The Emptying (Blog #526)

It’s two in the morning, and I’ve spent the entire day–well, my entire day–cleaning. Some of my friends recently moved out-of-state, so I’m getting their house ready for their realtor to put on the market. And whereas it’s not hard work, it is long work, since I’m scrubbing the walls, washing the baseboards, and making sure every little nook and cranny is spic-and-span. This afternoon and evening I worked for eight hours and got three rooms–including the kitchen–finished. So that’s something.

Having spent a few weeks helping these same friends pack for their move, it really is something, walking around in their empty house. I mean, there was SO MUCH stuff before. You know how it is–possessions are magnetic–and since my friends were in the same place for nearly three decades, it all just accumulated. But now there’s not a lick of furniture, not a picture on the walls. There’s just a dust bunny here and there, a bottle of ketchup in the refrigerator, and box of lightbulbs for whoever ends up buying the house.

Whoever ends up buying the house–I thought about this person or persons while cleaning today. My friends’ realtor came over, and she talked about what buyers like, what they don’t like. “Families with young children might have a problem with the steep stairs,” she said. Anyway, I’m still wondering–who will end up there? Who will move into that empty (and soon-to-be-clean) house, fill it with their furniture and knickknacks, and make it their new home?

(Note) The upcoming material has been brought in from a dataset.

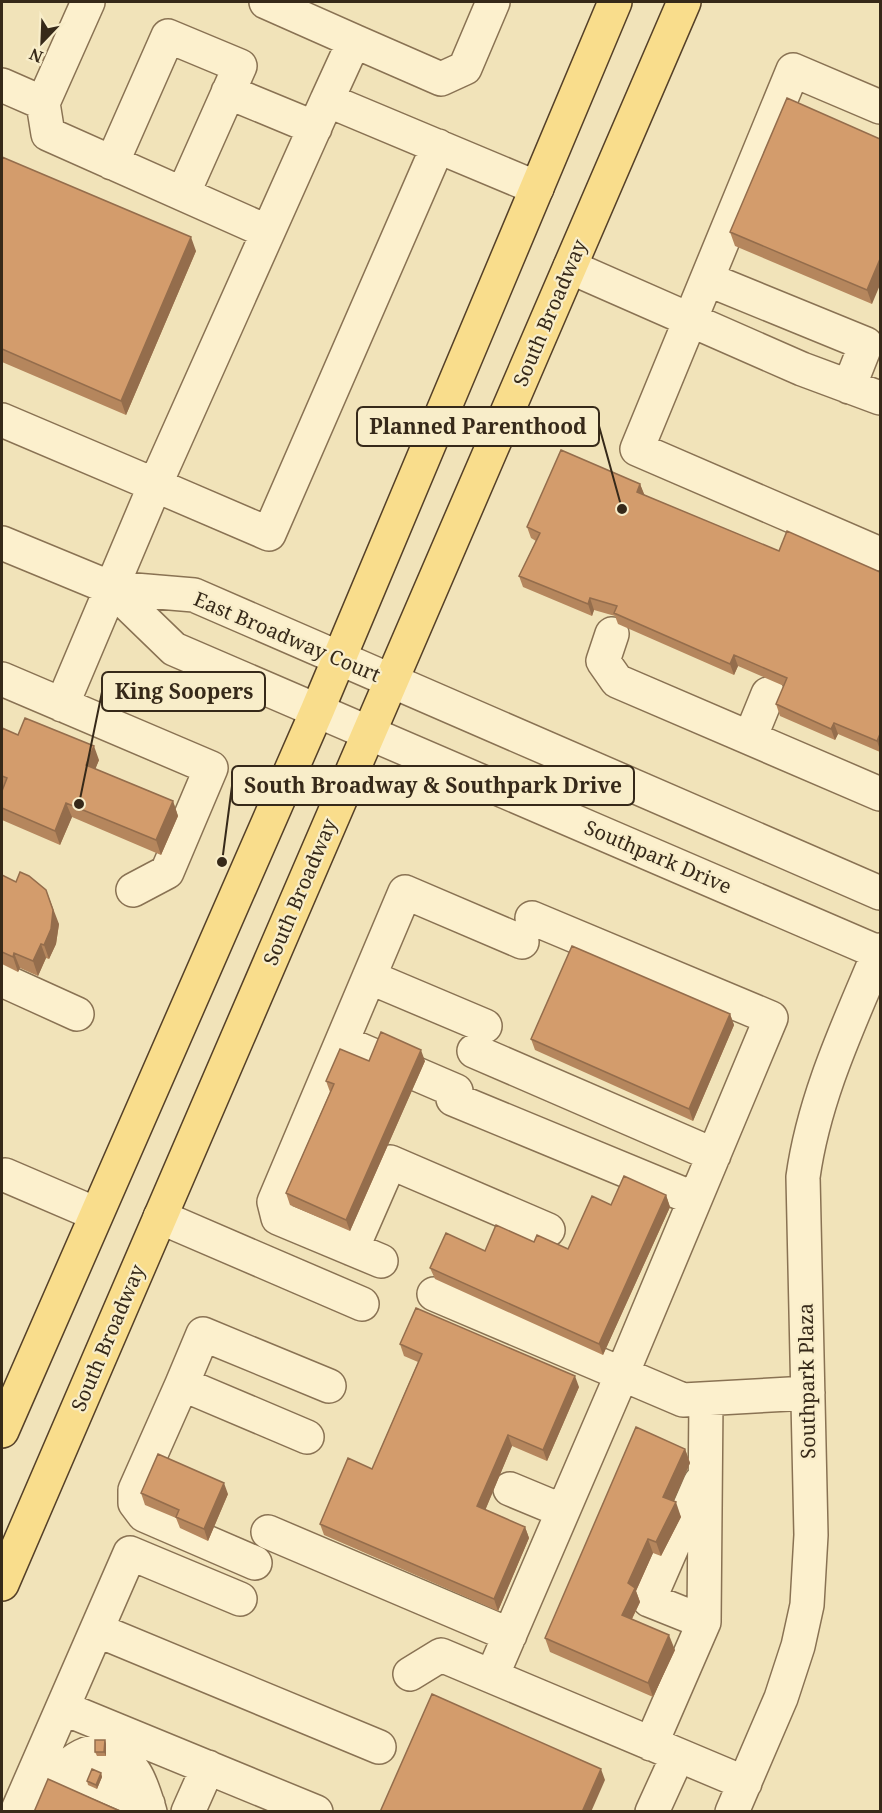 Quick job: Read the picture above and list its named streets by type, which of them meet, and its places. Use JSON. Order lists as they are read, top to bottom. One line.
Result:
{"streets":{"main road":["South Broadway"],"street":["East Broadway Court","Southpark Drive","Southpark Plaza"]},"crossings":[["South Broadway","East Broadway Court"],["South Broadway","Southpark Drive"],["East Broadway Court","Southpark Drive"],["Southpark Drive","Southpark Plaza"]],"places":["Planned Parenthood","King Soopers","South Broadway & Southpark Drive"],"north":"bottom left"}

Whom am I helping to get it ready for?

For a few weeks I’ve had it in my mind to pack up a bunch of paperback books that have been on the shelves that run around the top of my room and store them in my sister’s old closet, since the books belong to Mom and Dad and everything else on display in the room belongs to me. Anyway, my friends left some empty boxes at their house, so I used those when I got home from cleaning tonight to pack up the books and tote them down the hallway out of my sight and out of my mind. Then I came back in my room and cleaned the shelves, an activity that ended up being a trip down memory lane, since I found two small nails and a glob of sticky-tack placed just above one of the shelves, remnants I’m sure of pictures or action figures I had displayed when I was much younger.

Once I got the shelves clean, my first instinct was to fill them. After all, nature abhors a vacuum, and so do I. However, when I started looking for things to put on the shelves, I realized first that I don’t really own anything and second that the three books I do have that need a place to go would look stupid up there surrounded by twenty feet of emptiness. So for now the shelves remain barren. And just like I wonder who will move into the house I’m cleaning, I wonder WHAT will move onto my shelves.

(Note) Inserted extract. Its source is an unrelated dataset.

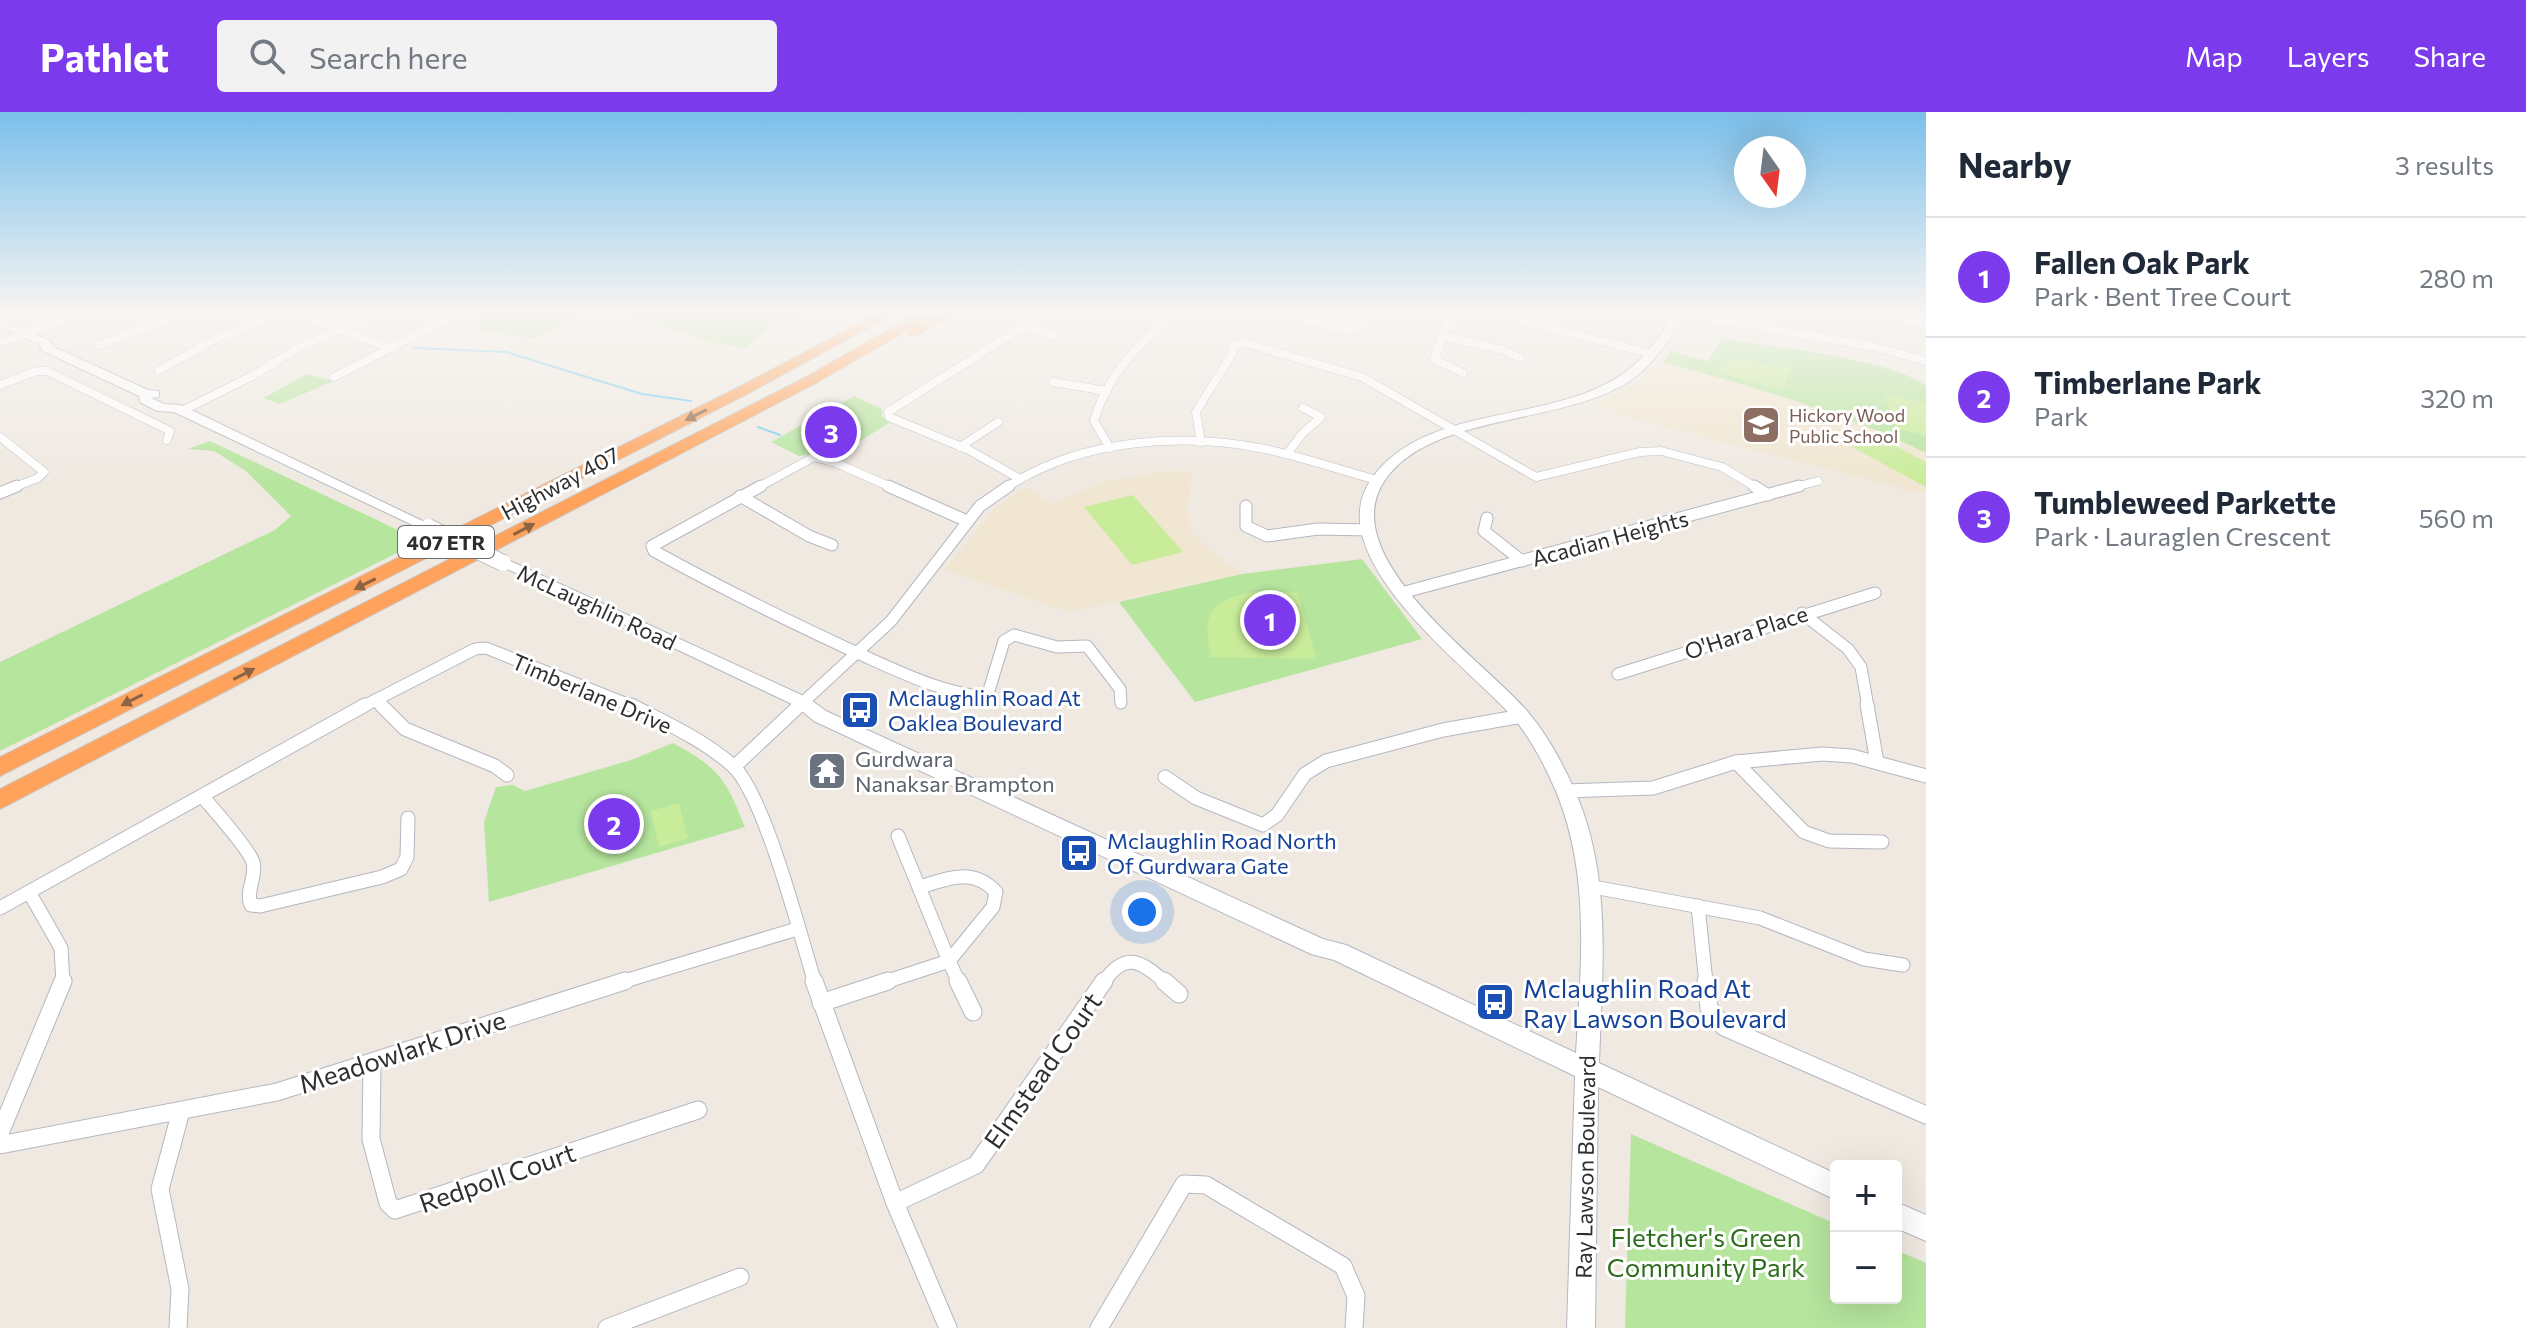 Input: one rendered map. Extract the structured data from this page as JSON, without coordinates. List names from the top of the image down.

There’s a phrase in the Bible I’ve been thinking about for the last week–poor in spirit. You know, “Blessed are the poor in spirit, for theirs is the kingdom of heaven.” As I understand it, this phrase isn’t about money or a person’s external life but rather about a person’s internal one, the idea being that before you can be filled with new ideas, perceptions, or values, you first have to make yourself empty (or poor) by getting rid of whatever ideas, perceptions, or values currently fill you up. Jesus communicated this same idea when he said that in order to obtain salvation, you must first become like a child (who has no preconceived notions).

Anyway, this is what my life has felt like the last two years–the emptying–both with respect to my material possessions and to my immaterial ones. Nothing looks like what I thought it would on the outside. Nothing feels like it used to on the inside. Honestly, the results-oriented part of me is often embarrassed by everything that’s taken place during this period; so many days I feel like an empty shelf–nothing to show. And yet just like the house I’m cleaning or the shelves that run atop my room, I know it’s just a matter of time before I too am filled with whatever will come next. And until then, what a beautiful thing to have some extra room, a space that’s not full yet, a space that’s ripe with possibility.

Quotes from CoCo (Marcus)

"

Whereas I've always pictured patience as a sweet, smiling, long-haired lady in a white dress, I'm coming to see her as a frumpy, worn-out old broad with three chins. You know--sturdy--someone who's been through the ringer and lived to tell about it.

"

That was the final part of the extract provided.